### DATA TO USE
========================================================================
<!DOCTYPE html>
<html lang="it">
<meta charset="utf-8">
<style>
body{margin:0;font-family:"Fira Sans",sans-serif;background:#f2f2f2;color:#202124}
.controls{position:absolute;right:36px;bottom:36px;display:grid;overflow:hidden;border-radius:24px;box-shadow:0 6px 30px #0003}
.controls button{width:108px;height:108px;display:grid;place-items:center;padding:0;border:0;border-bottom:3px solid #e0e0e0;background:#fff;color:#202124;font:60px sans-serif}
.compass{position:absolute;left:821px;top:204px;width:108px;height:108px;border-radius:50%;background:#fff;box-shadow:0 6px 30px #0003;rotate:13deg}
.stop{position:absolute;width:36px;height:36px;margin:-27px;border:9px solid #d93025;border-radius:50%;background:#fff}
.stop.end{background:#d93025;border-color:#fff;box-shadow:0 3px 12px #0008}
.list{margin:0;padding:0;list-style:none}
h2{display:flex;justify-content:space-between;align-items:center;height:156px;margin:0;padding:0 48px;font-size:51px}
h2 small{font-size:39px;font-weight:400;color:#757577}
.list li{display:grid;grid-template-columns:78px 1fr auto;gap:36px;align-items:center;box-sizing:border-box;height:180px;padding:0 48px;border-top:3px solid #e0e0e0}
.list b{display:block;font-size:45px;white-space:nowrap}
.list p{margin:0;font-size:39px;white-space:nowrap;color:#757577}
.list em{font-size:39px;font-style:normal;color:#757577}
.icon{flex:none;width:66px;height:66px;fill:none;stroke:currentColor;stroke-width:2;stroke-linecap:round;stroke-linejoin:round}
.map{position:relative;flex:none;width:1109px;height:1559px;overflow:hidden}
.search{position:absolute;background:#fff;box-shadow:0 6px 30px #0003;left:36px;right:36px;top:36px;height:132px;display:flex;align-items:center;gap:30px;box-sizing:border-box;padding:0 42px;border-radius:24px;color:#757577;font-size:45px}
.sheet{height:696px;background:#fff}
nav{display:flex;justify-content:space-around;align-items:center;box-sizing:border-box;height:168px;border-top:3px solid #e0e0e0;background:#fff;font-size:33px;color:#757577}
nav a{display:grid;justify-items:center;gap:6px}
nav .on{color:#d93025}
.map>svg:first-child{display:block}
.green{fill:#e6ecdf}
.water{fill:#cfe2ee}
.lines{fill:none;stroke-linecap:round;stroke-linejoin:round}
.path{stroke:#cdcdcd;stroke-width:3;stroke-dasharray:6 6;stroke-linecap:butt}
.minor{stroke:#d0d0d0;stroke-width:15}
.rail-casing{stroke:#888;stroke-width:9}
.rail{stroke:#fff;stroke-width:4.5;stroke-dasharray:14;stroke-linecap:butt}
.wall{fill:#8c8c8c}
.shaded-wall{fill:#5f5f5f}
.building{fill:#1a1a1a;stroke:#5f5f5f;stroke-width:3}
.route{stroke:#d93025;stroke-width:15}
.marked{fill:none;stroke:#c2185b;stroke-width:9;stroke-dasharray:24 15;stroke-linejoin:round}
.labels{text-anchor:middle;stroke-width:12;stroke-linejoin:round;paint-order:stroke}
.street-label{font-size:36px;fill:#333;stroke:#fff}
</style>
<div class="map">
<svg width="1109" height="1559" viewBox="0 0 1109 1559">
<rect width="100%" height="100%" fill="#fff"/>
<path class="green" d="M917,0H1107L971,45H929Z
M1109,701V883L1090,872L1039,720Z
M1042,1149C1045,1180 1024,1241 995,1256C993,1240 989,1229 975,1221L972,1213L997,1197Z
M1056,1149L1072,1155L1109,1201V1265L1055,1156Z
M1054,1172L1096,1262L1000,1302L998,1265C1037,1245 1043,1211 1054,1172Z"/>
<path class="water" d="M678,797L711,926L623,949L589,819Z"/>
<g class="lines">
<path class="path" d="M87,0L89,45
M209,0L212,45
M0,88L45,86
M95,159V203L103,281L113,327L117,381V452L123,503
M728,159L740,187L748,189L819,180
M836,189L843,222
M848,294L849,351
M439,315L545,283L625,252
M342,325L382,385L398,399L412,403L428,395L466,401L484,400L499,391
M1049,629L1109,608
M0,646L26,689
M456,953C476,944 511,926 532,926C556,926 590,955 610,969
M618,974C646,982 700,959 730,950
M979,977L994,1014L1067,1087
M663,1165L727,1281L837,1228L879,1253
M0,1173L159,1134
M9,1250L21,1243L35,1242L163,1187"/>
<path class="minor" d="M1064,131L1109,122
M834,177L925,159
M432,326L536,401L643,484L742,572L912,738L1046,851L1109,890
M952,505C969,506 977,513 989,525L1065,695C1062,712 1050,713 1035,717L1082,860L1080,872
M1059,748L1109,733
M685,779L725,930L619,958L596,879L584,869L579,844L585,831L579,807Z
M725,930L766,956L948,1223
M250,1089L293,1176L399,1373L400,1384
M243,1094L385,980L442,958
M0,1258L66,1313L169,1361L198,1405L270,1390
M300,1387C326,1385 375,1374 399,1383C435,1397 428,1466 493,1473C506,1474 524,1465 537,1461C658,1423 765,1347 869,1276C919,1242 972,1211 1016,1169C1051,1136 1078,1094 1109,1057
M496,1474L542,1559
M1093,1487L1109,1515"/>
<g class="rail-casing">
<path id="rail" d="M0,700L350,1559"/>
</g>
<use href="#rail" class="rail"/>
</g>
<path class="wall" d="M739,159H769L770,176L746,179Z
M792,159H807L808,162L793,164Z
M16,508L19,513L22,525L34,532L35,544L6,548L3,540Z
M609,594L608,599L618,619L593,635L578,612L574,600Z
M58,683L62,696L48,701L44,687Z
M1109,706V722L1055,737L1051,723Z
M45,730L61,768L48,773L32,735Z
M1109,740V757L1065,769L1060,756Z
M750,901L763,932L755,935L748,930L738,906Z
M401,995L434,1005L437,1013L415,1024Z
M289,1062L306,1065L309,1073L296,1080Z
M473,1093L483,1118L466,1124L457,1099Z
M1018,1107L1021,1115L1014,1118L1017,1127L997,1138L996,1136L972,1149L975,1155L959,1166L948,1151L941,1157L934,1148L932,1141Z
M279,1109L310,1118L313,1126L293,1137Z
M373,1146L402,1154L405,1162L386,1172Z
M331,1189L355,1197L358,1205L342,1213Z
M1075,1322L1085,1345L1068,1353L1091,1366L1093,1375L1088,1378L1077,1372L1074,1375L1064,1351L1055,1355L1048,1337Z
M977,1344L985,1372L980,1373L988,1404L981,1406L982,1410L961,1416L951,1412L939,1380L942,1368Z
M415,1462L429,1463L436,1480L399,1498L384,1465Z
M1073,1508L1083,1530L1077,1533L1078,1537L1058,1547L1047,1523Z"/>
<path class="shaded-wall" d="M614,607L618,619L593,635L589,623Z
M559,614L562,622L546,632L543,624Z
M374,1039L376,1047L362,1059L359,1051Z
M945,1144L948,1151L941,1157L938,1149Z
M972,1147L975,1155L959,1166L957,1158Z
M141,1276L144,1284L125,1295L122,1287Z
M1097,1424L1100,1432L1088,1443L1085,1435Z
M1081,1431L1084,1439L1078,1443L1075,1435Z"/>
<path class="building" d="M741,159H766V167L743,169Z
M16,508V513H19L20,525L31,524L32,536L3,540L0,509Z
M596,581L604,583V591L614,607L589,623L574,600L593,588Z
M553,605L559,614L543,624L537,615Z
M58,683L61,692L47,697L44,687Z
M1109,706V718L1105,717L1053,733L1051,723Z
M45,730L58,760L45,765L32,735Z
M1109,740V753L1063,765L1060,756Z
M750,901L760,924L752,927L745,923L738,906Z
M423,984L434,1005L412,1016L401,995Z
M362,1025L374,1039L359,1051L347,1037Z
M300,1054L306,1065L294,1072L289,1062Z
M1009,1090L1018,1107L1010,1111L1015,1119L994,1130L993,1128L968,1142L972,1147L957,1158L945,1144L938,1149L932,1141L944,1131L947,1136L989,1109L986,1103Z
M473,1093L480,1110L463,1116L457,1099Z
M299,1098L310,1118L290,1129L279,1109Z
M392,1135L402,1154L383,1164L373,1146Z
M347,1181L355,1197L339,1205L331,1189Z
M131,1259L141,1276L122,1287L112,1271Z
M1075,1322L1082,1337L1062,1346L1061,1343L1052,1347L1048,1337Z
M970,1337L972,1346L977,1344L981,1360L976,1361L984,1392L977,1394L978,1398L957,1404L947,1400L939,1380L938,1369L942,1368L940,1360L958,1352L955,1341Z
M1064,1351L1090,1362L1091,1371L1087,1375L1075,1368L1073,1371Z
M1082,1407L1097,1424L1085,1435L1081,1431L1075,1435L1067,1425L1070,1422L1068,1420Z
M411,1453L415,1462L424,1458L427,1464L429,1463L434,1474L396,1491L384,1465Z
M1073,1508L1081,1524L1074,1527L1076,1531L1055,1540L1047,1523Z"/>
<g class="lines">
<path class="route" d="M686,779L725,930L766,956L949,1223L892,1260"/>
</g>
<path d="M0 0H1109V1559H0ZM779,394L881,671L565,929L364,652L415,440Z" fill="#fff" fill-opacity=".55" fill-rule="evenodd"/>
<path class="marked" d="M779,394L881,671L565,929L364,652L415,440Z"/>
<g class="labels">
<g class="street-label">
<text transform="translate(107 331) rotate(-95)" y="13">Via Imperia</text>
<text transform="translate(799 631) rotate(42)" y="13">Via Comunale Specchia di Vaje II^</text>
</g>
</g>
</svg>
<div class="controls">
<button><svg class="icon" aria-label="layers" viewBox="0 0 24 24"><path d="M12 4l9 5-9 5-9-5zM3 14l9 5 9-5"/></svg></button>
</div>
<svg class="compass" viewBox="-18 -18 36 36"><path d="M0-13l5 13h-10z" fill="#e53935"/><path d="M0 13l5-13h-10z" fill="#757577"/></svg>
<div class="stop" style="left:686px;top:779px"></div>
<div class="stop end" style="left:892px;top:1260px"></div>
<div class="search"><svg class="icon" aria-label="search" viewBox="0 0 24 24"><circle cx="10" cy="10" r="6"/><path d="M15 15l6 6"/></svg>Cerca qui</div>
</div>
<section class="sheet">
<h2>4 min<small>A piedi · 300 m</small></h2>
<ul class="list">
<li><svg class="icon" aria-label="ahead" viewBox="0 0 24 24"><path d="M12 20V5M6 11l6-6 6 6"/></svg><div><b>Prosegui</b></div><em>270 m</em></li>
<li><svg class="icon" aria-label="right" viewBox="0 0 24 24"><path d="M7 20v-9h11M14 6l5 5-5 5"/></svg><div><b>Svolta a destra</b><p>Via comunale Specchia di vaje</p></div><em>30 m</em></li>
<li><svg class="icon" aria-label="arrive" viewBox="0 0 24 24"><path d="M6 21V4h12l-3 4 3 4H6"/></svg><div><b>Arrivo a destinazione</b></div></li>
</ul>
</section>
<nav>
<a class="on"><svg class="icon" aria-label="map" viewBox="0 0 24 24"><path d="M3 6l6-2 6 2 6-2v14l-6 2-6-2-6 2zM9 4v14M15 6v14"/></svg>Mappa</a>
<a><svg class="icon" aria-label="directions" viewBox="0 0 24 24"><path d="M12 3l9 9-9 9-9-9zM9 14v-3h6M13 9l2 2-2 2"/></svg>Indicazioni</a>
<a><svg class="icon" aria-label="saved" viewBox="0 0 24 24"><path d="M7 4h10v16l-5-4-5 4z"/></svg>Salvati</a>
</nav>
========================================================================
### ACTIVITY
All lines from the line containing "6 2 6-2v14l-6" through the last line of the data are to be repeated exactly; no other line belongs in the answer.

### PROBLEM SOLUTION
<a class="on"><svg class="icon" aria-label="map" viewBox="0 0 24 24"><path d="M3 6l6-2 6 2 6-2v14l-6 2-6-2-6 2zM9 4v14M15 6v14"/></svg>Mappa</a>
<a><svg class="icon" aria-label="directions" viewBox="0 0 24 24"><path d="M12 3l9 9-9 9-9-9zM9 14v-3h6M13 9l2 2-2 2"/></svg>Indicazioni</a>
<a><svg class="icon" aria-label="saved" viewBox="0 0 24 24"><path d="M7 4h10v16l-5-4-5 4z"/></svg>Salvati</a>
</nav>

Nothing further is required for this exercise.